- _To do_: A verbatim copy of every entry is required. Produce it now.

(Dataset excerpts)
______________________________
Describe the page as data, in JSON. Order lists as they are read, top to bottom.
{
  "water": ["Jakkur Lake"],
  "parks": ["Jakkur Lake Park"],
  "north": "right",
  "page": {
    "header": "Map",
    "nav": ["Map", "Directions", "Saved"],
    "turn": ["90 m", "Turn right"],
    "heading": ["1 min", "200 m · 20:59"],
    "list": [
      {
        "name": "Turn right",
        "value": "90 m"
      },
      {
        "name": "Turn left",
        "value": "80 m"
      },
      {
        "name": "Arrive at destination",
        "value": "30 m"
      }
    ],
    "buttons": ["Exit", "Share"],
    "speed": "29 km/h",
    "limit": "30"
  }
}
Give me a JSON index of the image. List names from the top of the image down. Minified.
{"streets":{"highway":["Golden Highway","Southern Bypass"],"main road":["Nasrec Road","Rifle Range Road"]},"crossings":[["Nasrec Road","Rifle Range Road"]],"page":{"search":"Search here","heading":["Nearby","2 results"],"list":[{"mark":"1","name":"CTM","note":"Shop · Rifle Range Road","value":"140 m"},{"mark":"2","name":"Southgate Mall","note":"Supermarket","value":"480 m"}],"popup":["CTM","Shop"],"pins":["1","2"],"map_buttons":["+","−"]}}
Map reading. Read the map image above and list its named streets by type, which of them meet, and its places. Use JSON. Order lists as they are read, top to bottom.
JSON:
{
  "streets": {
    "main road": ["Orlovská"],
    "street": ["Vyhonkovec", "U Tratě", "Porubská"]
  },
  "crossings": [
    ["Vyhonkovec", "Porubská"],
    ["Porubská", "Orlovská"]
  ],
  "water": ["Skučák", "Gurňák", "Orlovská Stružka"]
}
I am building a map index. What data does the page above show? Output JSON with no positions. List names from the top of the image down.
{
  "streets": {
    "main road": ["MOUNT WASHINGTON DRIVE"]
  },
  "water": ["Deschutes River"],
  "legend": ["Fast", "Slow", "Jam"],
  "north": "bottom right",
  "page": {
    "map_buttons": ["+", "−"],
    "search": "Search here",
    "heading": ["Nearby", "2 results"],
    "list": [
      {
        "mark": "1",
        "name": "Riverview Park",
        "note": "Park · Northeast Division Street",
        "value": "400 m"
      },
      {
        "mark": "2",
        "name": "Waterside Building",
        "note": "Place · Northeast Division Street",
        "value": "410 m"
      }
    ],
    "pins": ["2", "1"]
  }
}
______________________________
- _Worked solution_:
Describe the page as data, in JSON. Order lists as they are read, top to bottom.
{
  "water": ["Jakkur Lake"],
  "parks": ["Jakkur Lake Park"],
  "north": "right",
  "page": {
    "header": "Map",
    "nav": ["Map", "Directions", "Saved"],
    "turn": ["90 m", "Turn right"],
    "heading": ["1 min", "200 m · 20:59"],
    "list": [
      {
        "name": "Turn right",
        "value": "90 m"
      },
      {
        "name": "Turn left",
        "value": "80 m"
      },
      {
        "name": "Arrive at destination",
        "value": "30 m"
      }
    ],
    "buttons": ["Exit", "Share"],
    "speed": "29 km/h",
    "limit": "30"
  }
}
Give me a JSON index of the image. List names from the top of the image down. Minified.
{"streets":{"highway":["Golden Highway","Southern Bypass"],"main road":["Nasrec Road","Rifle Range Road"]},"crossings":[["Nasrec Road","Rifle Range Road"]],"page":{"search":"Search here","heading":["Nearby","2 results"],"list":[{"mark":"1","name":"CTM","note":"Shop · Rifle Range Road","value":"140 m"},{"mark":"2","name":"Southgate Mall","note":"Supermarket","value":"480 m"}],"popup":["CTM","Shop"],"pins":["1","2"],"map_buttons":["+","−"]}}
Map reading. Read the map image above and list its named streets by type, which of them meet, and its places. Use JSON. Order lists as they are read, top to bottom.
JSON:
{
  "streets": {
    "main road": ["Orlovská"],
    "street": ["Vyhonkovec", "U Tratě", "Porubská"]
  },
  "crossings": [
    ["Vyhonkovec", "Porubská"],
    ["Porubská", "Orlovská"]
  ],
  "water": ["Skučák", "Gurňák", "Orlovská Stružka"]
}
I am building a map index. What data does the page above show? Output JSON with no positions. List names from the top of the image down.
{
  "streets": {
    "main road": ["MOUNT WASHINGTON DRIVE"]
  },
  "water": ["Deschutes River"],
  "legend": ["Fast", "Slow", "Jam"],
  "north": "bottom right",
  "page": {
    "map_buttons": ["+", "−"],
    "search": "Search here",
    "heading": ["Nearby", "2 results"],
    "list": [
      {
        "mark": "1",
        "name": "Riverview Park",
        "note": "Park · Northeast Division Street",
        "value": "400 m"
      },
      {
        "mark": "2",
        "name": "Waterside Building",
        "note": "Place · Northeast Division Street",
        "value": "410 m"
      }
    ],
    "pins": ["2", "1"]
  }
}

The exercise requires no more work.